2011-11-10 Thread Mark McLoughlin
Hey,

On Wed, 2011-11-09 at 16:50 +0100, Thierry Carrez wrote:
 Hi everyone,
 
 Since there seems to be some confusion around master vs. stable/diablo
 vs. core reviewers, I think it warrants a small thread.
 
 When at the Design Summit we discussed setting up stable branches, I
 warned about the risks that setting them up brings for trunk development:
 
 1) Reduce resources affected to trunk development
 2) Reduce quality of trunk

The it must be in trunk first policy is the best way to mitigate
against that.

 To mitigate that, we decided that the group doing stable branch
 maintenance would be a separate group (i.e. *not* core developers), and
 we decided that whatever ends up in the stable branch must first land in
 the master branch.

Well, I recall it a little differently - that both the stable branch
maint group and the core team members would have +2 privileges on the
stable branch.

Maybe I just misread James here:

  https://lists.launchpad.net/openstack/msg04751.html

  only members of the maintainers team or core devs can +/-2

I also seem to have imagined the core teams being members of the stable
branch maint team:

  https://launchpad.net/~openstack-stable-maint/+members

But, whatever :)

We have a separate team with me, Chuck and Dave on it. Only one of us
can +2.

But wait! Vish +2ed a stable branch patch yesterday:

  https://review.openstack.org/328

James, help a poor confused soul out here, would you? :)

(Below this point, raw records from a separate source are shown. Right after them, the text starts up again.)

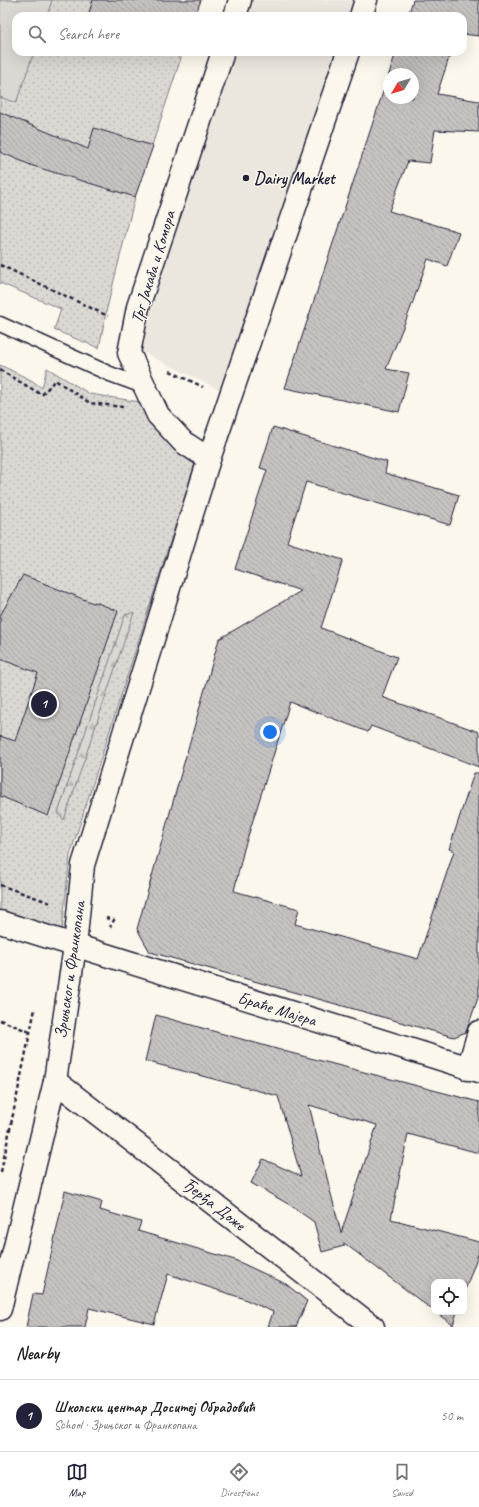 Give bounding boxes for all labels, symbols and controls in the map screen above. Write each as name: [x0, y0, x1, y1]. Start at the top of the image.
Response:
search box: [12, 12, 467, 56]
icon: search: [26, 23, 48, 45]
text: Search here: [58, 25, 119, 44]
north arrow: [383, 68, 419, 104]
place label: Dairy Market: [254, 168, 337, 189]
marker: Dairy Market: [241, 173, 251, 183]
street label: Трг Јакаба и Комора: [126, 207, 181, 326]
pin: 1: [31, 689, 57, 719]
your location: [260, 722, 280, 742]
street label: Зрињског и Франкопана: [50, 898, 90, 1040]
street label: Браће Мајера: [235, 987, 320, 1031]
street label: Ђерђа Доже: [178, 1173, 251, 1237]
map controls: [431, 1279, 467, 1315]
button: locate: [431, 1279, 467, 1315]
text: Nearby: [16, 1343, 59, 1364]
text: Школски центар Доситеј Обрадовић: [54, 1398, 255, 1417]
text: 1: [26, 1408, 32, 1424]
text: 50 m: [441, 1408, 463, 1424]
text: School · Зрињског и Франкопана: [54, 1417, 197, 1433]
tab: Map: [66, 1461, 88, 1499]
tab: Directions: [220, 1461, 259, 1499]
tab: Saved: [391, 1461, 413, 1499] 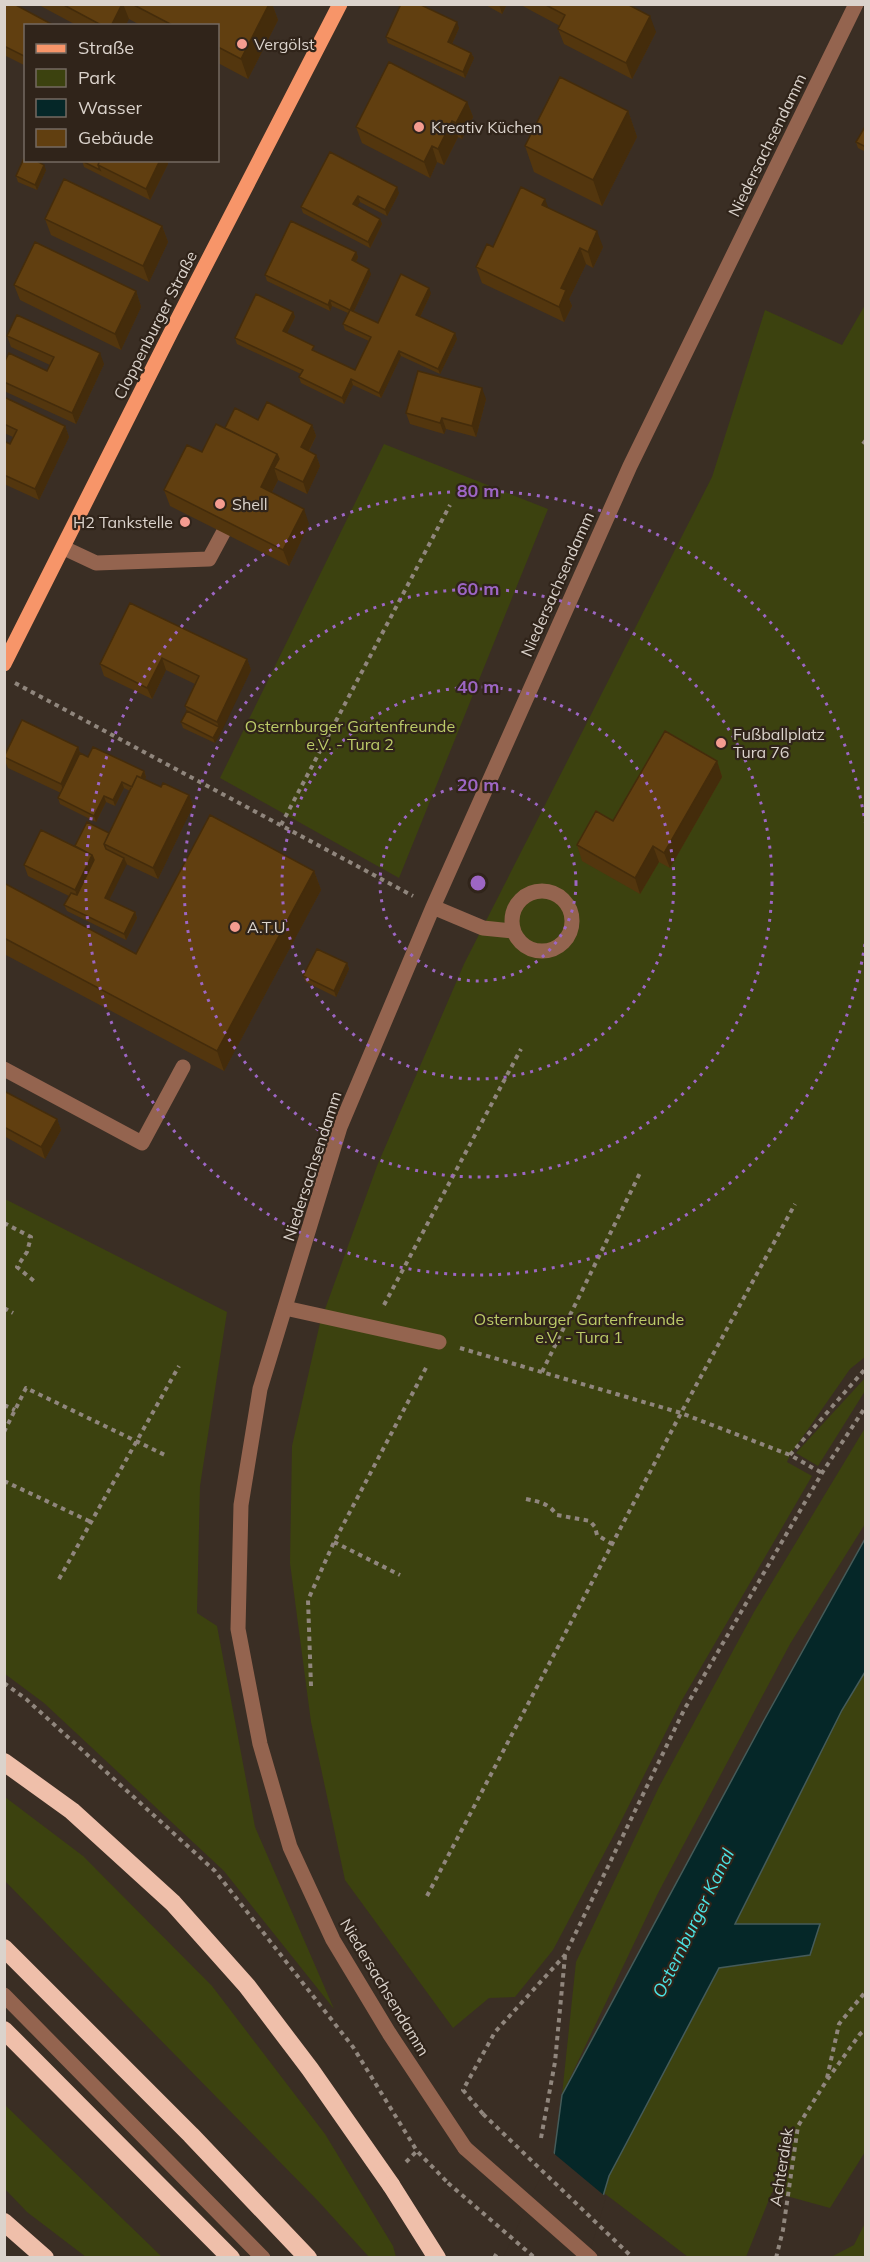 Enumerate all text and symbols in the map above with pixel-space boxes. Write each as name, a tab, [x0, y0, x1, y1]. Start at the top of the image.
legend	[24, 24, 219, 162]
place label: Vergölst	[254, 34, 315, 54]
text: Straße	[78, 36, 134, 59]
marker: Vergölst	[235, 37, 249, 51]
text: Park	[78, 66, 117, 89]
street label: Niedersachsendamm	[724, 70, 810, 220]
text: Wasser	[78, 96, 142, 119]
place label: Kreativ Küchen	[431, 117, 542, 137]
marker: Kreativ Küchen	[412, 120, 426, 134]
text: Gebäude	[78, 126, 154, 149]
street label: Cloppenburger Straße	[109, 248, 201, 402]
text: 80 m	[457, 479, 499, 502]
place label: Shell	[232, 494, 268, 514]
marker: Shell	[213, 497, 227, 511]
street label: Niedersachsendamm	[516, 508, 598, 660]
place label: H2 Tankstelle	[73, 512, 173, 532]
marker: H2 Tankstelle	[178, 515, 192, 529]
text: 60 m	[457, 577, 499, 600]
text: 40 m	[457, 675, 499, 698]
park label: Osternburger Gartenfreunde e.V. - Tura 2	[245, 716, 455, 754]
place label: Fußballplatz Tura 76	[733, 724, 825, 762]
marker: Fußballplatz Tura 76	[714, 736, 728, 750]
text: 20 m	[457, 773, 499, 796]
centre of rings	[468, 873, 488, 893]
place label: A.T.U	[247, 917, 286, 937]
marker: A.T.U	[228, 920, 242, 934]
street label: Niedersachsendamm	[278, 1088, 346, 1244]
park label: Osternburger Gartenfreunde e.V. - Tura 1	[474, 1309, 684, 1347]
water label: Osternburger Kanal	[647, 1844, 739, 2001]
street label: Niedersachsendamm	[336, 1915, 434, 2059]
street label: Achterdiek	[765, 2126, 797, 2208]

 So a change goes like this:
 * Change is proposed to trunk
 * Change is reviewed by core (is it appropriate, well-written, etc)
 * Change lands in trunk
 * Change is proposed to stable/diablo
 * Change is reviewed by stable team (is it relevant for a stable update,
 did it land in trunk first)
 * Change lands in stable/diablo
 
 This avoids the aforementioned risks, avoids duplicating review efforts
 (the two reviews actually check for different things), and keep the
 teams separate (so trunk reviews are not slowed down by stable reviews).
 
 Note that this does not prevent core developers that have an interest in
 stable/diablo from being in the two teams.
 
 Apparently people in core can easily mistake master for stable/diablo,
 and can also +2 stable/diablo changes. In order to avoid mistakes, I
 think +2 powers on stable/diablo should be limited to members of the
 stable maintenance team (who know their stable review policy).
 
 That should help avoid mistakes (like landing a fix in stable/diablo
 that never made it to master), while not preventing individual core devs
 from helping in stable reviews.

Right, that makes sense. Only folks that understand the stable branch
policy[1] should be allowed to +2 on the stable branch.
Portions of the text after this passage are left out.